CP Group confident in China's economy

TUESDAY, SEPTEMBER 12, 2023

Speaking at a seminar organised by the Thai Chamber of Commerce in China and the Asia Studies Institute of Chulalongkorn University, Thanakorn Seriburi, senior vice president of the CP Group expressed confidence in China’s economy.

The seminar titled "China's Economy at the Crossroads: Opportunities for Thai Entrepreneurs" was held yesterday (September 11) with the aim of presenting the economic prospects in China to Thai entrepreneurs.

Thanakorn, who is the president of the Thai-Chinese Investment and Trade Association, told participants that CP Group began venturing into business in China around 1980 just as the country was beginning to open up. At that time, China was primarily agriculture-based, so there were opportunities for trade.

Over the past 40 years, CP Group has witnessed significant transformations in the country and has been particularly impressed by its focus on technological advancement.

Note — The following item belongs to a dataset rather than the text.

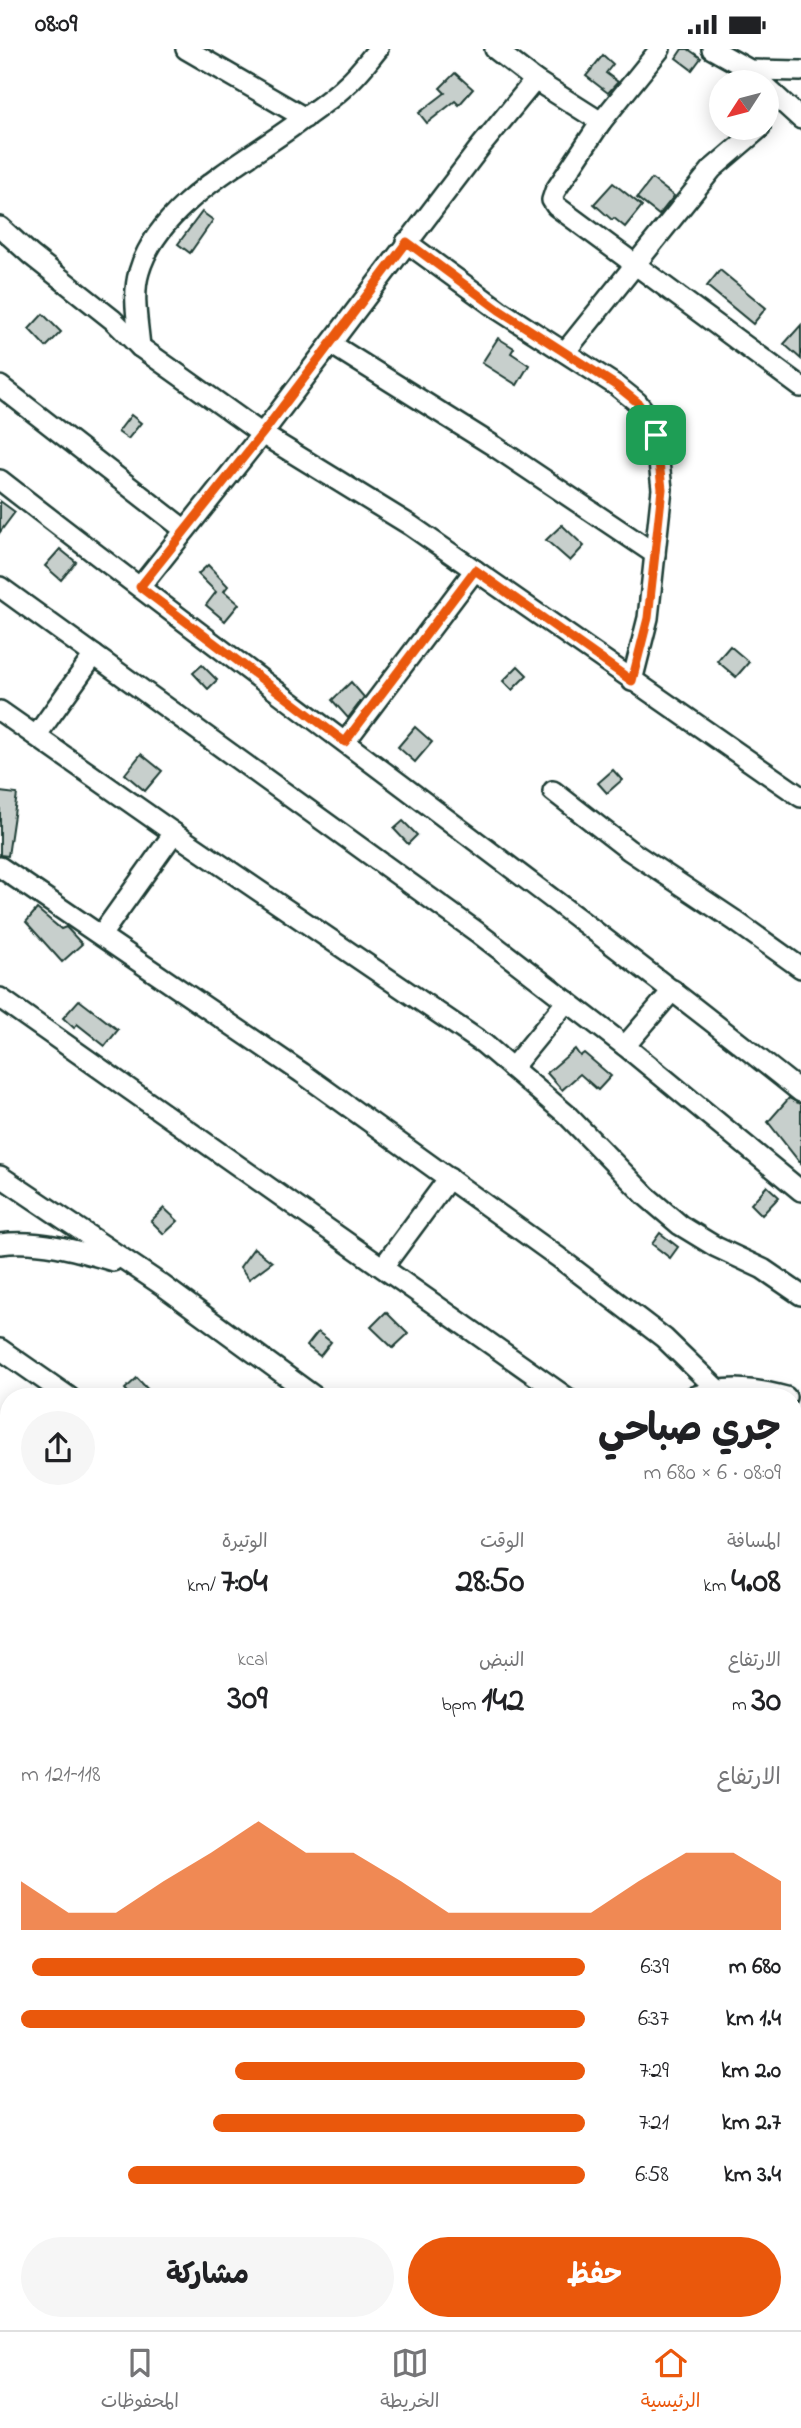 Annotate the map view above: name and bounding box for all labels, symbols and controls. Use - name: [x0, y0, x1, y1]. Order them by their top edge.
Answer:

After opening up, China initially emphasised any business that brought in foreign currency, such as importing raw materials. Later, it introduced measures to attract foreign investment and allow the Chinese people to learn technology. In 1989, they invited large companies like Volkswagen to invest in Shenzhen, which led to China becoming the world's leading car manufacturer, Thanakorn explained.

Furthermore, China adopted strategies to acquire businesses that would allow it to absorb the "know-how" of successful industries. For instance, they purchased MG Rover, a British car manufacturer, to establish a global research and development centre in the country, Thanakorn said.

Recognising that the automotive industry already has leaders, China turned its attention to electric vehicles (EVs). They initiated the strategy of changing lanes to invest in electric vehicles, starting with the domestic market.

This shift is part of their strategy to outpace European car technology. A Chinese saying, “Change lanes to overtake”, exemplifies the shift towards investing in electric vehicles (EVs) to replace internal combustion engine vehicles, Thanakorn added.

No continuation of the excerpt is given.